▸ **Records**:
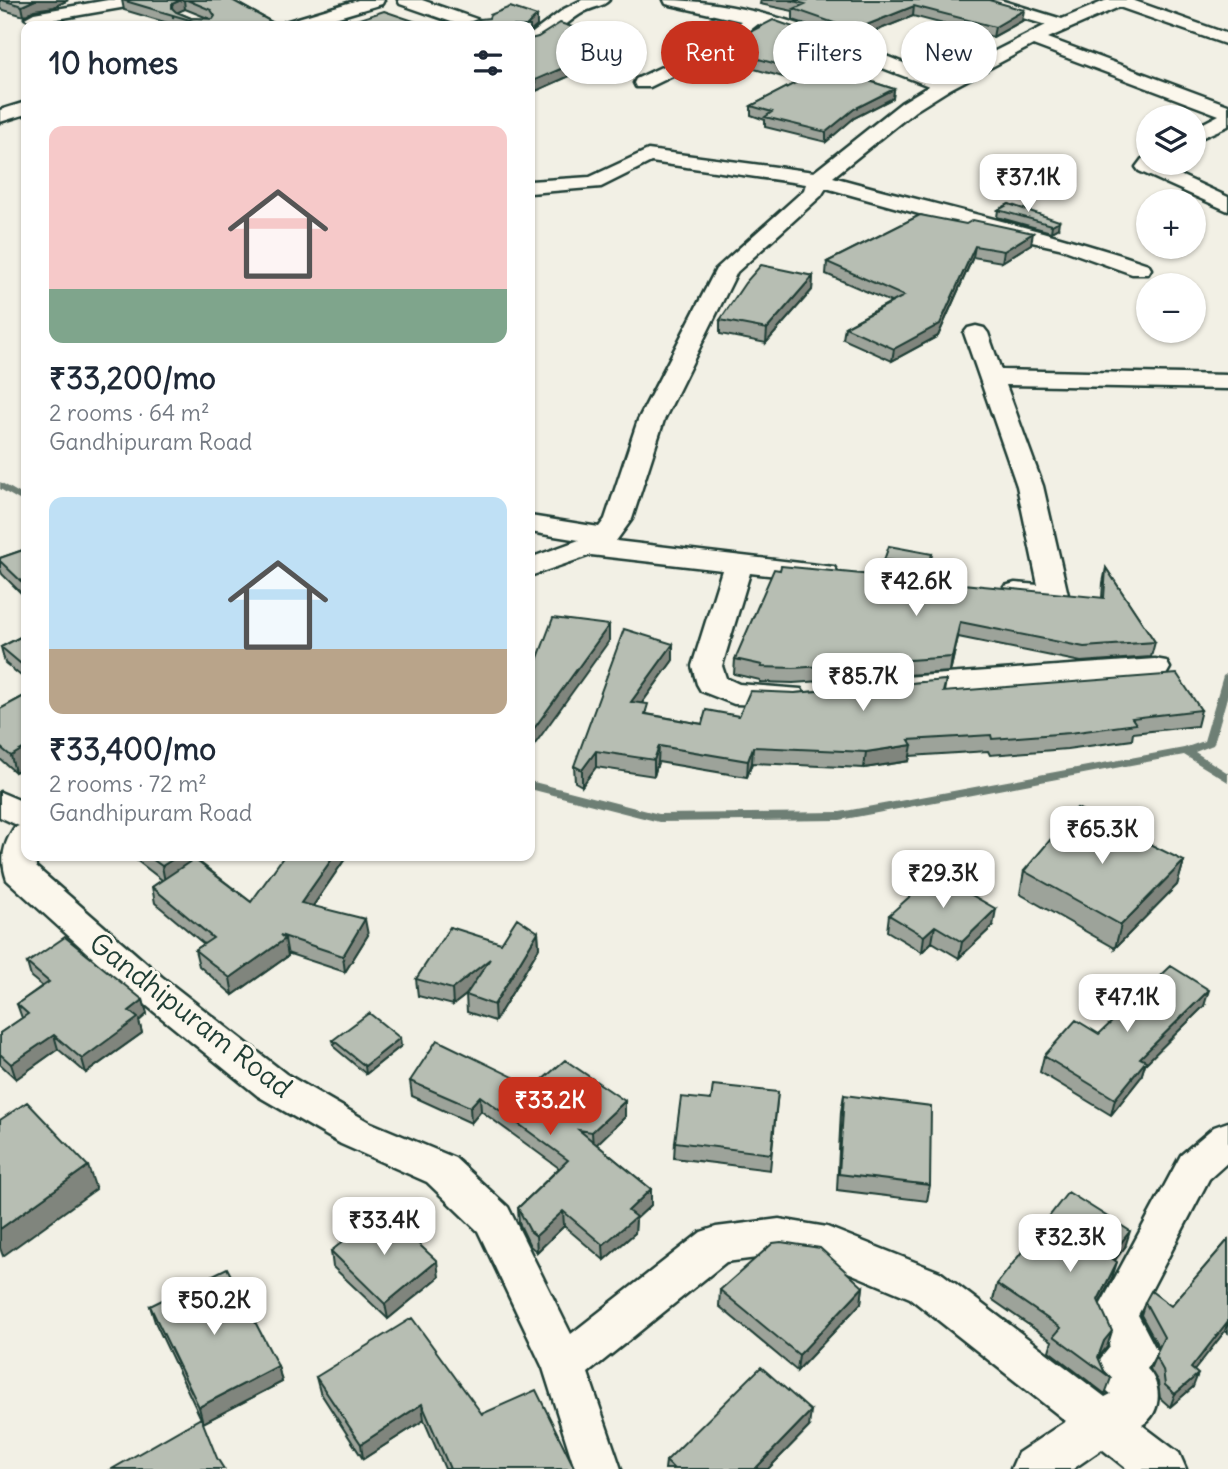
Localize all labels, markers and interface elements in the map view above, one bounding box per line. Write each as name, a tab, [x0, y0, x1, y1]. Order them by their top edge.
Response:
chip: Buy	[556, 21, 647, 84]
chip: Rent	[661, 21, 759, 84]
chip: Filters	[773, 21, 887, 84]
chip: New	[901, 21, 997, 84]
text: 10 homes	[49, 44, 178, 82]
icon: filters	[469, 44, 507, 82]
map controls	[1136, 105, 1206, 343]
button: layers	[1136, 105, 1206, 175]
pin: ₹37.1K	[971, 154, 1085, 214]
text: ₹37.1K	[996, 162, 1060, 191]
icon: home	[215, 171, 341, 297]
button: +	[1136, 189, 1206, 259]
button: −	[1136, 273, 1206, 343]
text: ₹33,200/mo	[49, 359, 216, 397]
text: 2 rooms · 64 m²	[49, 398, 210, 427]
text: Gandhipuram Road	[49, 427, 252, 456]
icon: home	[215, 542, 341, 668]
pin: ₹42.6K	[859, 558, 973, 618]
text: ₹42.6K	[880, 566, 952, 595]
pin: ₹85.7K	[806, 654, 920, 713]
text: ₹85.7K	[828, 661, 898, 690]
text: ₹33,400/mo	[49, 730, 216, 768]
text: 2 rooms · 72 m²	[49, 769, 207, 798]
text: Gandhipuram Road	[49, 798, 252, 827]
pin: ₹65.3K	[1045, 806, 1159, 866]
text: ₹65.3K	[1066, 814, 1138, 843]
pin: ₹29.3K	[886, 850, 1000, 910]
text: ₹29.3K	[908, 858, 978, 887]
street label: Gandhipuram Road	[82, 925, 300, 1105]
pin: ₹47.1K	[1070, 974, 1184, 1034]
text: ₹47.1K	[1095, 982, 1159, 1011]
pin: ₹33.2K	[493, 1078, 607, 1137]
text: ₹33.2K	[515, 1085, 585, 1114]
pin: ₹33.4K	[327, 1198, 441, 1257]
text: ₹33.4K	[348, 1205, 420, 1234]
pin: ₹32.3K	[1013, 1214, 1127, 1274]
text: ₹32.3K	[1035, 1222, 1105, 1251]
pin: ₹50.2K	[157, 1278, 271, 1337]
text: ₹50.2K	[177, 1285, 251, 1314]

▸ **Required action**:
Output all of the data above exactly; no pictures should appear.

▸ **Finished task**:
Localize all labels, markers and interface elements in the map view above, one bounding box per line. Write each as name, a tab, [x0, y0, x1, y1]. Order them by their top edge.
Response:
chip: Buy	[556, 21, 647, 84]
chip: Rent	[661, 21, 759, 84]
chip: Filters	[773, 21, 887, 84]
chip: New	[901, 21, 997, 84]
text: 10 homes	[49, 44, 178, 82]
icon: filters	[469, 44, 507, 82]
map controls	[1136, 105, 1206, 343]
button: layers	[1136, 105, 1206, 175]
pin: ₹37.1K	[971, 154, 1085, 214]
text: ₹37.1K	[996, 162, 1060, 191]
icon: home	[215, 171, 341, 297]
button: +	[1136, 189, 1206, 259]
button: −	[1136, 273, 1206, 343]
text: ₹33,200/mo	[49, 359, 216, 397]
text: 2 rooms · 64 m²	[49, 398, 210, 427]
text: Gandhipuram Road	[49, 427, 252, 456]
icon: home	[215, 542, 341, 668]
pin: ₹42.6K	[859, 558, 973, 618]
text: ₹42.6K	[880, 566, 952, 595]
pin: ₹85.7K	[806, 654, 920, 713]
text: ₹85.7K	[828, 661, 898, 690]
text: ₹33,400/mo	[49, 730, 216, 768]
text: 2 rooms · 72 m²	[49, 769, 207, 798]
text: Gandhipuram Road	[49, 798, 252, 827]
pin: ₹65.3K	[1045, 806, 1159, 866]
text: ₹65.3K	[1066, 814, 1138, 843]
pin: ₹29.3K	[886, 850, 1000, 910]
text: ₹29.3K	[908, 858, 978, 887]
street label: Gandhipuram Road	[82, 925, 300, 1105]
pin: ₹47.1K	[1070, 974, 1184, 1034]
text: ₹47.1K	[1095, 982, 1159, 1011]
pin: ₹33.2K	[493, 1078, 607, 1137]
text: ₹33.2K	[515, 1085, 585, 1114]
pin: ₹33.4K	[327, 1198, 441, 1257]
text: ₹33.4K	[348, 1205, 420, 1234]
pin: ₹32.3K	[1013, 1214, 1127, 1274]
text: ₹32.3K	[1035, 1222, 1105, 1251]
pin: ₹50.2K	[157, 1278, 271, 1337]
text: ₹50.2K	[177, 1285, 251, 1314]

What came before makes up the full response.